▶ To do
In the records below, pick out all lines containing the word "pony".
(Data)
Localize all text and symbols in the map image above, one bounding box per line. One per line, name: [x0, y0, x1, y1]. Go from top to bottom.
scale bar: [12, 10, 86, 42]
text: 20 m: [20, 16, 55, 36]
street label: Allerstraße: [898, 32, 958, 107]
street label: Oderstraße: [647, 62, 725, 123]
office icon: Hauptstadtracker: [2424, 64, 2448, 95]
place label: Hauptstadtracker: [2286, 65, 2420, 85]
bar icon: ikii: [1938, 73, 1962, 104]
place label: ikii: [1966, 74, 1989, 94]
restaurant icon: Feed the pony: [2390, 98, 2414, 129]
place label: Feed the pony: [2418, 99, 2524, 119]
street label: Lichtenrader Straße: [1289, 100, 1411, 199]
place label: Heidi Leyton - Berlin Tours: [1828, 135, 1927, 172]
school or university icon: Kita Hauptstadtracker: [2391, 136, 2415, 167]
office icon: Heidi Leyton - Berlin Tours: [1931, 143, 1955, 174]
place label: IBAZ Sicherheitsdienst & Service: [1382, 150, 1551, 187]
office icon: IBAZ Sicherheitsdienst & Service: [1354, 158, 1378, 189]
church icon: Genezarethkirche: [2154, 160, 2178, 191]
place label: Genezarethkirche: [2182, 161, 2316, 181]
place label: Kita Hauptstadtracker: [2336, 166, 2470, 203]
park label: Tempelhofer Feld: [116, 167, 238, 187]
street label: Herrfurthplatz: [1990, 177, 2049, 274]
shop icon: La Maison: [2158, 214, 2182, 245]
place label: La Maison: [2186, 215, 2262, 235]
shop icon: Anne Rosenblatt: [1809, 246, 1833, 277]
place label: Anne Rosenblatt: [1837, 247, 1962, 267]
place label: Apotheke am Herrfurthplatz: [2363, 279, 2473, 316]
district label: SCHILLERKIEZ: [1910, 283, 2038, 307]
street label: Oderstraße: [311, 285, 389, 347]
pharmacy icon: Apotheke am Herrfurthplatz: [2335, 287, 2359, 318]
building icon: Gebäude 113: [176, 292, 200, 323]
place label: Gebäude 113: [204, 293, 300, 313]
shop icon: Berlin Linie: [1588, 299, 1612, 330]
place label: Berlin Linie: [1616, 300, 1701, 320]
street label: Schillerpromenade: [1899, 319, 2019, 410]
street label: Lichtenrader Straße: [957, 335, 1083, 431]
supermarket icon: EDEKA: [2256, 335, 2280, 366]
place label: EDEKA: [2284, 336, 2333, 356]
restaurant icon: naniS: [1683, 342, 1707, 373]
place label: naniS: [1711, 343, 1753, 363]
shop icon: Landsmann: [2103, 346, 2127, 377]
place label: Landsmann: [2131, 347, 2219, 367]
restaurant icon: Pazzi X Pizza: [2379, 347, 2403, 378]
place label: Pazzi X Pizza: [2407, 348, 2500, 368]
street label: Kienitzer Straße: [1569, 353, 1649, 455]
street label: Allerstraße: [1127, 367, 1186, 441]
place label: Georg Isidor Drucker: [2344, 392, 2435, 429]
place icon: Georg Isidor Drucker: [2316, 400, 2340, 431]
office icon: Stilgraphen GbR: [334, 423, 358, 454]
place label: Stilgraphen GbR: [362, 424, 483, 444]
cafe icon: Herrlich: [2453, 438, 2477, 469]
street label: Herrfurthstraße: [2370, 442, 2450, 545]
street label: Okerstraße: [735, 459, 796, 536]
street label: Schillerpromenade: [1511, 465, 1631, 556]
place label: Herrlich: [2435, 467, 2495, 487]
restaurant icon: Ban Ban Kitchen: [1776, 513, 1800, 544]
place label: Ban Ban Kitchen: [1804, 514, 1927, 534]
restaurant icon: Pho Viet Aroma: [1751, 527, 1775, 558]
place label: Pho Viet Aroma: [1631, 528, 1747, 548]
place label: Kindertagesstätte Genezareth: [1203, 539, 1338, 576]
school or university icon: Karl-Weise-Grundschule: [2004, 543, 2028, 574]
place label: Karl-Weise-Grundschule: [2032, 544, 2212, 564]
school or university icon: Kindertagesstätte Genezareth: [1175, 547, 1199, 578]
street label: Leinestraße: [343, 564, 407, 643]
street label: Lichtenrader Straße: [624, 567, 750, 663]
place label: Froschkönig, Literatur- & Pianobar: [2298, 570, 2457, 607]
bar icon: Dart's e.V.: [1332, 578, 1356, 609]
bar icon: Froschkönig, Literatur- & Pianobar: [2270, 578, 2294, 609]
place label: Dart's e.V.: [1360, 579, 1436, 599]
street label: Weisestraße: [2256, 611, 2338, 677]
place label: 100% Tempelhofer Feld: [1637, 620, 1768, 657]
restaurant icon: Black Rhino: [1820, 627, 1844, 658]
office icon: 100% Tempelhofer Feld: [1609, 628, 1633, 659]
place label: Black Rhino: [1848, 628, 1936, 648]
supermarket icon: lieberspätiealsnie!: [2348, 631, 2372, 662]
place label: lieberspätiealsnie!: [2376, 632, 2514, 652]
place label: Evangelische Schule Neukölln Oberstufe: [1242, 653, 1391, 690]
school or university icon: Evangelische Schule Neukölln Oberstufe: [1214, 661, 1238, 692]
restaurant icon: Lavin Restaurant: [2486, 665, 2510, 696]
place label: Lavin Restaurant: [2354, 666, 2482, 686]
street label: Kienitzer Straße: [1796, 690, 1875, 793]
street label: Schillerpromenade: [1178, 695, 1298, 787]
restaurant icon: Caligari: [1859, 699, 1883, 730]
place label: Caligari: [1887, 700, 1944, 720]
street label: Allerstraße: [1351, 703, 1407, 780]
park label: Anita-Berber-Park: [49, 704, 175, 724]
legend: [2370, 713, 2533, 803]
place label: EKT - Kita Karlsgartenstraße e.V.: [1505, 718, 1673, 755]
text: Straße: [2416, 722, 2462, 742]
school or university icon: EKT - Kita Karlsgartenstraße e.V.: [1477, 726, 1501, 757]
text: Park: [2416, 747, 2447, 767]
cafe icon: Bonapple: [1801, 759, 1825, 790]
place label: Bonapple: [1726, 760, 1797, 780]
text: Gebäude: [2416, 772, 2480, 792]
(End Data)
▶ Expected output
restaurant icon: Feed the pony: [2390, 98, 2414, 129]
place label: Feed the pony: [2418, 99, 2524, 119]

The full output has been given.